A recovering alcoholic reflects on his experiences with suicidal ideation.
Novelist and philosophy professor Martin, the author of How To Sell and other books, has survived more than 10 suicide attempts. In his disturbing, thoughtfully composed self-analysis, the author admits to chronicling oscillating between hating his life and being grateful to be alive. Married three times and the father to five children, Martin harbors a deep understanding of others who suffer with the same dark feelings of despair, including several suicidal relatives in his deeply dysfunctional family. Each of the memoir’s three sections correspond to distinctly pivotal periods in his life. The author considers how complex and pervasive thoughts of self-annihilation initially infiltrate someone’s psyche.

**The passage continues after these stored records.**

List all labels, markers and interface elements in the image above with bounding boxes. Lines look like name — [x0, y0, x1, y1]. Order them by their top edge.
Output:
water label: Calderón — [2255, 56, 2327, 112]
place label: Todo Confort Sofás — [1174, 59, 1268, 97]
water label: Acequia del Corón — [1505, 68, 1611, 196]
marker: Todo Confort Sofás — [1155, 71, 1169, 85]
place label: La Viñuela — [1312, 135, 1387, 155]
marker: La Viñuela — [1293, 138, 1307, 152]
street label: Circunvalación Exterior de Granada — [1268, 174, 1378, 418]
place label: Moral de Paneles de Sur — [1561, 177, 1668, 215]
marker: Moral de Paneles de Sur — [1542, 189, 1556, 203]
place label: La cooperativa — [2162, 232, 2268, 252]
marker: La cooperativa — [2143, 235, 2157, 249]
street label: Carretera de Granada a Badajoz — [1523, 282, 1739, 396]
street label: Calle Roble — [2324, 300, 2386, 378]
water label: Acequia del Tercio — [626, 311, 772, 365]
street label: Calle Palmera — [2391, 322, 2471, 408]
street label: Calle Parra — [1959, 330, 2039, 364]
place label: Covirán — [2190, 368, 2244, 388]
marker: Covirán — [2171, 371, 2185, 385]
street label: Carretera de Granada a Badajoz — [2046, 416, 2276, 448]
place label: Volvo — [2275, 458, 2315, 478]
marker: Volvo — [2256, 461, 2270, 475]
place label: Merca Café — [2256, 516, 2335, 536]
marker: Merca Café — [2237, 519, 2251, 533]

While mining his own experiences, including chilling anecdotes about his “gun-in-mouth phase,” he describes the suicidal histories of notable writers and celebrities (Kate Spade, Anthony Bourdain, Robin Williams). While experts impart captivating psychological explanations, Martin’s perspective inspires the most incisive and disquieting passages. Sections on his murky descent into alcoholism smoothly dovetail with accounts of the author’s candid, heartfelt work toward making peace with life and pages of proactive “tools for crisis” for anyone considering suicide. As a philosopher, Martin provides sharp insight about how two distinct historical luminaries—Buddha and Freud—both postulated that the human “death drive” is as fundamental to our psychology as our desire to eat or have sex. Martin’s belief that suicidal people can “see into the world of ghosts in a way that sturdier folks cannot” is as fascinating as his attempts to draw correlations between suicide and theories on addictive thinking. Not one to gloss over any aspect of his difficult journey, the author dissects the thorny dilemma that has tormented him since childhood. With dark humor intact, he humanizes it in a way that makes it palatable for readers chronically haunted by suicide—or those whose lives have been touched by it.
Disquieting, deeply felt, eye-opening, and revelatory.